Today's Subject: Genealogy
I have always been interested in the subject of family history, so I took some time to dig through the national archives to see what I could find on the origins of some of our past and present Packers and their mothers.
Although hospital records are hard to come by, I was able to obtain some documentation, including the reactions of several mothers as their future Packers met face-to-face with the world for the first time. Enjoy this Packers Lounge exclusive.
“What the hell?”
“Where’s that damn codeine button? I said, WHERE THE HELL’S THE CODEINE.”
“Dammit, wrong angle again.”
“I’ll let you go first Sally. Just give me two Jell-O’s and your turkey loaf, and we can talk about an orange juice next year.”
“Oh honey, he’s going to have dark hair just like you. Look at that little brown mustache.”

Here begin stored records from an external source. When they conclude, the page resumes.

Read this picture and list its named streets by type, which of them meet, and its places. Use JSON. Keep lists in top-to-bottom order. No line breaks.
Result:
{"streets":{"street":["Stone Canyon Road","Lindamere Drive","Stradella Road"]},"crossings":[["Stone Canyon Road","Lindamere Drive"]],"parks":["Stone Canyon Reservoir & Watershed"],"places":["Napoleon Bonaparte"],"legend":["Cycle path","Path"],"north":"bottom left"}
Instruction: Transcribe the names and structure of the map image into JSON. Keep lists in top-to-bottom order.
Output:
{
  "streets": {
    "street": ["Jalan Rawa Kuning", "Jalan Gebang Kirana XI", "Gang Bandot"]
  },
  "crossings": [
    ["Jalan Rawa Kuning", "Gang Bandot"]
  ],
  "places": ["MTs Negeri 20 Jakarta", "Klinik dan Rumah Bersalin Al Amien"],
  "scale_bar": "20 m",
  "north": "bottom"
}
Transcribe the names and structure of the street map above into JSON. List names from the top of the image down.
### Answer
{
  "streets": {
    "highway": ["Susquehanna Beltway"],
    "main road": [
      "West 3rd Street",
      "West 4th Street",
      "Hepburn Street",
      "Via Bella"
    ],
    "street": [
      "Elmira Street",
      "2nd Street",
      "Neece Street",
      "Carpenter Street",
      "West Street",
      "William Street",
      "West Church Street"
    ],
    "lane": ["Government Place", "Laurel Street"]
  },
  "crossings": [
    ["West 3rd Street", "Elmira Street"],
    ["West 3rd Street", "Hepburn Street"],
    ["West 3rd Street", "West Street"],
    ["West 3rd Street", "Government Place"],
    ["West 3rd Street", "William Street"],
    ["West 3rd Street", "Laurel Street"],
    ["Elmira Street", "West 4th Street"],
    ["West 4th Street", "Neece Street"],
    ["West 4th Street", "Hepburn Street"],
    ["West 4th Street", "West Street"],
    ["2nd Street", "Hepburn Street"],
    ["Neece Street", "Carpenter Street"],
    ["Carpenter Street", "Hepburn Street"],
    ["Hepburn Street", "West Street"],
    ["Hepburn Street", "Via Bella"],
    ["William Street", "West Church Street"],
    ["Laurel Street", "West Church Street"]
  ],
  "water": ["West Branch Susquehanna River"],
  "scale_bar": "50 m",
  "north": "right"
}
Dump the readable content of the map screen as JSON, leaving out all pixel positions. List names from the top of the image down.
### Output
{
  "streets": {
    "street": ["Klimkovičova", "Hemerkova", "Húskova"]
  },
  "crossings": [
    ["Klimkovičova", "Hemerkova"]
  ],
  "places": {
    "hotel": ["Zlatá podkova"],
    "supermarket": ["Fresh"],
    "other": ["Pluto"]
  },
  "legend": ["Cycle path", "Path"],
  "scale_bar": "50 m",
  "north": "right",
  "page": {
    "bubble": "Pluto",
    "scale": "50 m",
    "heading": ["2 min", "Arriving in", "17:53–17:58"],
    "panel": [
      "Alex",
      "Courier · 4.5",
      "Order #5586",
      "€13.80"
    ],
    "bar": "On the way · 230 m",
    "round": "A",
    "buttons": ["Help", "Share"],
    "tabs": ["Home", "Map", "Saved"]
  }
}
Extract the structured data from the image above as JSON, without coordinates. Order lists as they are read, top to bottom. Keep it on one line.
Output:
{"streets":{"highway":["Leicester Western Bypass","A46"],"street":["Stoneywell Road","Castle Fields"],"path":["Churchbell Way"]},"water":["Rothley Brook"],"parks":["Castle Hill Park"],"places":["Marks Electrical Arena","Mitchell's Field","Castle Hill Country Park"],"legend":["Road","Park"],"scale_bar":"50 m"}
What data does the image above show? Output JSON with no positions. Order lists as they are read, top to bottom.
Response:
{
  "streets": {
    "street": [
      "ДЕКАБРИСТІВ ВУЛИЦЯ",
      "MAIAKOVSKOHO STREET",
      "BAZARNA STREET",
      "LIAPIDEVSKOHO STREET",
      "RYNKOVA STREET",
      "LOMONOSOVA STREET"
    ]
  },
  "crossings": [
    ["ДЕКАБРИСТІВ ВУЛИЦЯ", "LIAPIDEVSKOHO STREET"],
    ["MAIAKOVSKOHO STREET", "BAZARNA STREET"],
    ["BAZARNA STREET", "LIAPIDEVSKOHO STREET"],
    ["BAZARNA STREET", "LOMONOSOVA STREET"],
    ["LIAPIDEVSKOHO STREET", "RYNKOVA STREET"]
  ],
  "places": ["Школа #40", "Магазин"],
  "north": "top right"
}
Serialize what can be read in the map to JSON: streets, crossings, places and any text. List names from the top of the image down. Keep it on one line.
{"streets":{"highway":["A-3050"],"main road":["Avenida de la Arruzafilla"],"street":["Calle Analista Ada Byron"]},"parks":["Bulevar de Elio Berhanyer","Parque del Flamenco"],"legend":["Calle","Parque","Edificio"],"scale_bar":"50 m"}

“Irv, should I have this baby now? Never mind, I’m not having a baby. Well… maybe I should have it. Is there any way to skip this whole labor part?”
“I think I just sharted. LOL LOL”
“Let’s put him right here next this adorable little preemie.”
“That would have been a lot easier if the kid could have found the hole.”
“If one more frickin' person brings me Frankincense…”
Happy Mother’s Day
Got any more?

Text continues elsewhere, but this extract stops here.